▸ WORK TASK
The answer is a number and nothing else: the count of lines in these entries containing the word "grid".

▸ THE DATA
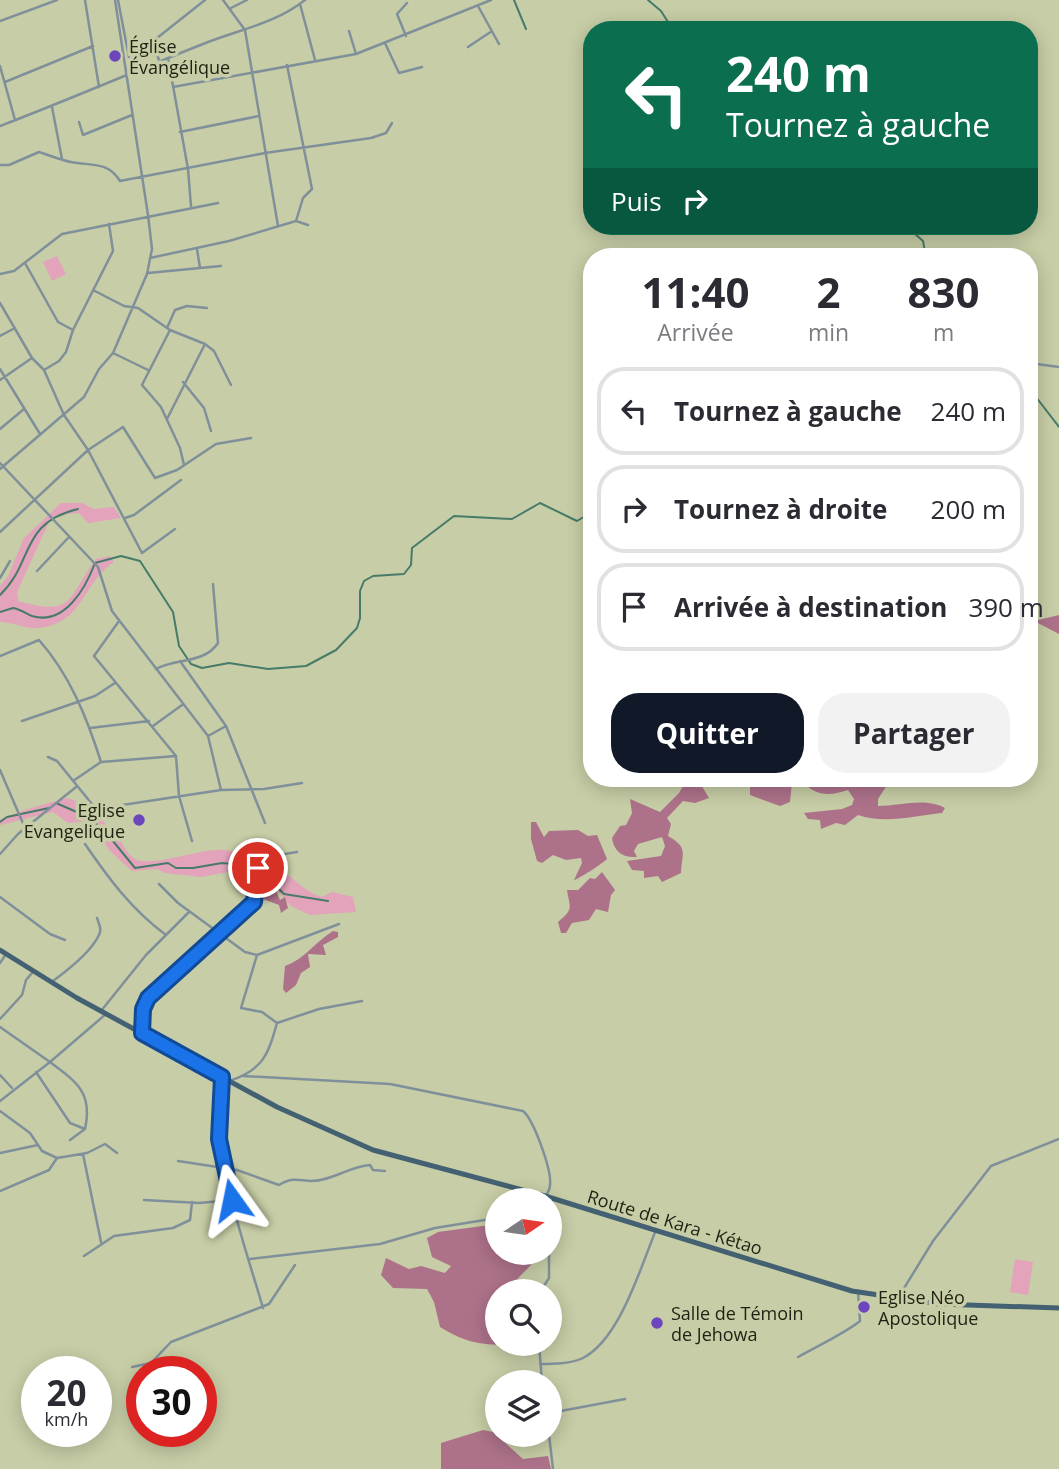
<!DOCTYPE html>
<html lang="fr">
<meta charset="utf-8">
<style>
body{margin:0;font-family:"Open Sans",sans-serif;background:#f2f2f3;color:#2b2b33;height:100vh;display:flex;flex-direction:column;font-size:26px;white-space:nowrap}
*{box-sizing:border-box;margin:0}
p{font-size:23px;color:#7c7c81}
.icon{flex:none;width:38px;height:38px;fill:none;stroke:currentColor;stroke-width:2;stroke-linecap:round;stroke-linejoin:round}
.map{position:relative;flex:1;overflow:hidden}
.details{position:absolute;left:583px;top:248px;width:455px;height:539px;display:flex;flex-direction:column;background:#fff;border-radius:28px;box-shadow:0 4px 18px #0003}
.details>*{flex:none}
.banner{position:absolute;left:583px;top:21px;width:455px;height:214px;border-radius:28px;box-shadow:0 4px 18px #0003;background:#0b6e4f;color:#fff;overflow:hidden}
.needle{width:46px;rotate:77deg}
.fabs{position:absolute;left:485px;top:1188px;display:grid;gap:14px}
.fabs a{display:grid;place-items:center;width:77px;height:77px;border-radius:50%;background:#fff;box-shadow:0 4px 18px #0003;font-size:35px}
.speed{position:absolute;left:21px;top:1356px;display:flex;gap:14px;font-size:35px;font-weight:700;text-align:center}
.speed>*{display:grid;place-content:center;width:91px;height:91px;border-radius:50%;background:#fff;box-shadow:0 4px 18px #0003;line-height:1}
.speed small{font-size:18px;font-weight:400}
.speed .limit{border:10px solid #d22;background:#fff;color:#111}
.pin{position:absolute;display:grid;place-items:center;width:60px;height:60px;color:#fff;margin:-30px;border:4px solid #fff;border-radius:50%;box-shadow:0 2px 7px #0007}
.me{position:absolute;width:77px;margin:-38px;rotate:348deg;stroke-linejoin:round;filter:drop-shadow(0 0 5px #0008)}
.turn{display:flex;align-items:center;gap:24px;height:147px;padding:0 28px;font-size:32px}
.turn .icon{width:91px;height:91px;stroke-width:2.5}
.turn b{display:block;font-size:49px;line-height:60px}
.then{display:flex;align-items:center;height:66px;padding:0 28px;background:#0003;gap:14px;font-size:26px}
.eta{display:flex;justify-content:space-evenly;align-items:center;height:119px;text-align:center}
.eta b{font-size:42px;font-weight:700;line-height:49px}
.primary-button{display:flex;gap:14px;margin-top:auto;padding:14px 28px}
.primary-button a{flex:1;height:80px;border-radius:28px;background:#111827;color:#fff;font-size:28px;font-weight:700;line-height:80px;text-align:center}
.primary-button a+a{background:#f2f2f3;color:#2b2b33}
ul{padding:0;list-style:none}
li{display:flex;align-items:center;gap:21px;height:88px;margin:0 14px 10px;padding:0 14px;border:4px solid #e1e1e2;border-radius:28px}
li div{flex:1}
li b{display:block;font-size:26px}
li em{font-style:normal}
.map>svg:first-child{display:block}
.green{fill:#e2a3bb}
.forest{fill:#ad728a}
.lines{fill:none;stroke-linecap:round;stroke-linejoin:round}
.stream{stroke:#477b69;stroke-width:2}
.street{stroke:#80909a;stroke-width:2.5}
.primary{stroke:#436172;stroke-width:5}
.route-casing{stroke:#114b97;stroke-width:18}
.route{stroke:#1a73e8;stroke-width:12}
.poi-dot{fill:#6d45bd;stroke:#c7cda6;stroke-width:2.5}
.labels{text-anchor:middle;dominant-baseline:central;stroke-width:7;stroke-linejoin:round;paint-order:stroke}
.poi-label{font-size:18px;fill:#1f2112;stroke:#c7cda6;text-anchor:start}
.street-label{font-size:18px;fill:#1f2112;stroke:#c7cda6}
</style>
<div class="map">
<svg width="1059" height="1469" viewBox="0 0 1059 1469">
<rect width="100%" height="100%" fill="#c7cda6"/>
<path class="green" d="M57,256L66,274L52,281L43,262Z
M61,503H82L94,509L114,507L121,518L88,523L79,513L57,515L49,522L17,592L18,601C75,617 66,599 96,559L110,556L114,562C81,584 85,623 38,628C25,629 13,622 0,622V586L8,576L24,538Z
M69,798C87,806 102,820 116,834C123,842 125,853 135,859C153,868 200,848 224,850C235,850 238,856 247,861C256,866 265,862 273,866C291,873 301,891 322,897L332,892L353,897L356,912L310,915L291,906L263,874L234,871L201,877L165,873L157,869L132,871L110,851L89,821L68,823L53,812L0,825V820C6,815 60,799 69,798Z
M1015,1259L1033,1262L1028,1295L1010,1292Z"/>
<path class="forest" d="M1059,615V634L1034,621Z
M687,779L700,783L709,798L695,803L683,801L667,818L671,824L668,836C690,848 681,855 681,873L662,882L658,876L644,878V871L632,870L627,861L661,856L665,846L662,837L638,844L634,851L637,857C623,858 614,852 612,838L620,826L626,825L632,813L630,799L660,812L679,793Z
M750,779H814L819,782L820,779H847L862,785L882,779L889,782L878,799V806C901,806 925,797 945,808L942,813C915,816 884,824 858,815L845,825L836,823L821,829L820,820L808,819L804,813L842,809L852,805L854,799L848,790C831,796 814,797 802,780L792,782L790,802L780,806L750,795Z
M531,822H536L544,837L549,831L578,830L588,836L597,835L607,859C603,863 579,879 574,880L582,863L581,858L566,860L553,855L542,863L537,861L531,839Z
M602,872L615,890L611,895L608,912L596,909L589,920L572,923L566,933H561L558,922C574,908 570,909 567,890H578L590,878L595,879Z
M276,891L280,900L285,897L288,908L281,913L279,905L263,899L265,894Z
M333,931L338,932V937L323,945L326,955L308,954L310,967L301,973L296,985L286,993L283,989L285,966C305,959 315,942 333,931Z
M497,1224V1253H537C534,1269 515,1274 512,1291L497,1292V1344L502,1345C475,1344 463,1341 440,1327L434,1302L427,1289L393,1288L381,1275L386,1258L409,1269L421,1266L445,1273L451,1266L432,1257L427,1238L438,1232Z
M483,1430L493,1432L523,1459L548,1456L551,1469H441V1443Z"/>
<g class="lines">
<path class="stream" d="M514,0L526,29
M648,0L661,11L673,30
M906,226L923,241L926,257
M1029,388L1059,427
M0,595C34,563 19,523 78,509
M0,612L13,608C20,609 27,614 32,616C65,626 86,587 95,563L121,556L140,561L173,612L179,646L191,664L202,668L229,663L268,669L306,666L336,650L357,628L360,618V591L364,581L373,576L404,574L411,565L412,548L454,516L512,519L540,503L577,521L592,512
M56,803L95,820L99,830L108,835L135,868L168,863L176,868H193L222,863L253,866L275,873L279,880V889L284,894L328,901
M0,822L7,817L49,808"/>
<path class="street" d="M85,0L99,87
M118,0L132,73
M223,0L245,30L278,226
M300,4L315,60
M478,6L499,44
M231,8L247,0
M0,21L57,0
M349,31L356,54
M406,36L397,14L407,3
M385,43L399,73L422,67
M468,47L492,31
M168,58L188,169L191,206
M159,60L152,42L205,0
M0,66L15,120
M5,82L93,46
M173,87L356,54L491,0
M52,107L62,159
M79,122L83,135L132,115
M0,126C68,100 135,71 203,44C237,30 275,24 305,0
M180,132L259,116
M0,165H9L39,152C49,155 60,160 71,162C91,166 108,161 120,181L265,153L371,138L386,133L392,123
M296,221L308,225
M197,249L200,268L221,266
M150,258L229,241L296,221L303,198L312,189L287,65
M25,263L58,322L73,330
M148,273L200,268
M0,274L14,271L62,234L218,203
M93,290L124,306L138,308L170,330L205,344L214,351L231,385
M0,303L32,358L44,370L64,415L88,450L142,553L175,529
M167,328L175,310L187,306L207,308
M170,330L142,385L161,407L180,448L184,465
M0,336L15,328
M113,353L148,370
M1029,363L1059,367
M0,369L40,434
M44,370L59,361L66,352L73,330L113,251L109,224
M0,380L32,358
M183,382L204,408L211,431
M167,419L205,344
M0,429L24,409
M0,463L98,567L112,611L208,736L221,790
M0,469L84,397L99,369L113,353L147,274L152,249L148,215L115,0
M125,518L134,515L181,480
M0,532L88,450L123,427L155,478L177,470L216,444L251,438
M37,571L68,538
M0,578L10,561
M119,621L94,656L176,756L179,796L192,841
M0,656L39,640C70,675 87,718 101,762
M180,661L226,726L265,823
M156,669C176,658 204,664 218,643L213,584
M22,721L95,696L115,683
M153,726L182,705
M90,728L149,721
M208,736L226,726
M48,757L57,761L96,809L221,790L264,789L302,783
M0,770L25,828
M73,781L101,762L176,756
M85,844C109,879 132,910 166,935
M0,854L18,834L76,787
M159,884L178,903L245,952L257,955L339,924
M0,897L50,934L65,940
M257,955L241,1008L262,1012L277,1023
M0,963L6,954
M53,981C68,970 91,952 99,935C102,929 99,924 97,918
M101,1011L146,955L189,912
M0,1019L22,995L26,980L32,973
M277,1023L319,1009L362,1001
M0,1027L50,1062L0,1101
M142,1031L143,1009L148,998L254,902C257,892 254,882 256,872C260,857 284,854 297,852
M36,1072L70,1123L85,1129
M0,1075L12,1088
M243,1076L390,1084L523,1111C534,1120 552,1171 550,1185C550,1190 546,1195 545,1200
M222,1077C211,1157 241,1232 263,1308
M229,1081C263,1070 268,1055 277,1023
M0,1111L30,1133L42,1151L57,1158L87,1153L105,1144L117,1153
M70,1140L85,1129C93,1093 77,1082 50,1062L106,1014
M0,1153L38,1145
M83,1154L101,1242
M178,1161L237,1170L279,1185C293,1177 297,1180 311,1181C332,1181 350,1166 370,1165L373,1170L385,1171
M0,1191L49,1170L57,1158
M144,1200L199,1203L232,1200
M84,1256L114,1236L173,1228L190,1220L192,1202
M250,1259L380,1244L435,1228L497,1218
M540,1292L549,1278V1253
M898,1298L933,1241L991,1166L1059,1139
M539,1344L542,1382
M798,1357C814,1348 847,1332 860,1321L858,1291
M540,1364C553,1364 571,1364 583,1358C620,1339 641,1266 656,1230
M132,1367L151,1363L171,1342L269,1304L295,1265
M550,1413L625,1399
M549,1435L553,1469"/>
<path class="primary" d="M0,950L77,998L277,1107L373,1150L545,1196L852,1291L939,1304L1059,1308"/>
</g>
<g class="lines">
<g class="route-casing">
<path id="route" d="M232,1200L219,1139L222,1077L142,1033L143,1009L148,998L254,902L258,868"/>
</g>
<use href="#route" class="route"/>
</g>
<g class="poi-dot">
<circle cx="115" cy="56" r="7"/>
<circle cx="139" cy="820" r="7"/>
<circle cx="864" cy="1307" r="7"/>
<circle cx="657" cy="1323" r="7"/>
</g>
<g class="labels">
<g class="poi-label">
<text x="129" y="46">Église<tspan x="129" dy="21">Évangélique</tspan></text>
<text x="125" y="810" text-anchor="end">Eglise<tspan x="125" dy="21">Evangelique</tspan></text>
<text x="878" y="1297">Eglise Néo<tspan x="878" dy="21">Apostolique</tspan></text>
<text x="671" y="1313">Salle de Témoin<tspan x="671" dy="21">de Jehowa</tspan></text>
</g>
<g class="street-label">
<text transform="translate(675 1222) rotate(17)">Route de Kara - Kétao</text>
</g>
</g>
</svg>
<div class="fabs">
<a><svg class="needle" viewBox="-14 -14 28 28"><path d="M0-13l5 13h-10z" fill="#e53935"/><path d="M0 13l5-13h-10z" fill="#7c7c81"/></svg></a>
<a><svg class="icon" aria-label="search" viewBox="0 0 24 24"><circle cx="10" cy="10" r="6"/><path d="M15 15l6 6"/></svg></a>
<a><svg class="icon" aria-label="layers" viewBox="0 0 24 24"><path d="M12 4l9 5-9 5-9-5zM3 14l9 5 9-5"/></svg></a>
</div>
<div class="speed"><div>20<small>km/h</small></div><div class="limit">30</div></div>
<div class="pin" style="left:258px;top:868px;background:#d93025"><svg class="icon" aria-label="arrive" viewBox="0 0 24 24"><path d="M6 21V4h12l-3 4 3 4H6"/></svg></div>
<svg class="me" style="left:232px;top:1200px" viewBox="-20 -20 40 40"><path d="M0-17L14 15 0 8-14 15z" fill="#1a73e8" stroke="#fff" stroke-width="4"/></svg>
<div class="banner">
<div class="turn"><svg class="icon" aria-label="left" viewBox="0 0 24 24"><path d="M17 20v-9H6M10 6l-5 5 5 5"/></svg><div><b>240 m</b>Tournez à gauche</div></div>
<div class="then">Puis<svg class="icon" aria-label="right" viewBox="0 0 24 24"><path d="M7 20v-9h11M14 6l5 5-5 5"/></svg></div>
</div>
<section class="details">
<div class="eta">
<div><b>11:40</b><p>Arrivée</p></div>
<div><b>2</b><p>min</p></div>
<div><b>830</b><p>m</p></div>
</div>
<ul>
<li><svg class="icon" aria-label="left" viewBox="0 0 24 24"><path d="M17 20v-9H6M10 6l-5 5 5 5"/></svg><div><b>Tournez à gauche</b></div><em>240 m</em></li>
<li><svg class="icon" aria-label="right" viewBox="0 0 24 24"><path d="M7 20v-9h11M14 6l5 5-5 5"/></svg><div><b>Tournez à droite</b></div><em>200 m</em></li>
<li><svg class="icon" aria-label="arrive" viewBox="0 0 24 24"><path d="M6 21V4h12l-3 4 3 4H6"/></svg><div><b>Arrivée à destination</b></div><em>390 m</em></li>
</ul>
<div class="primary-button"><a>Quitter</a><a>Partager</a></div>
</section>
</div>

▸ ANSWER TO THIS PROBLEM
4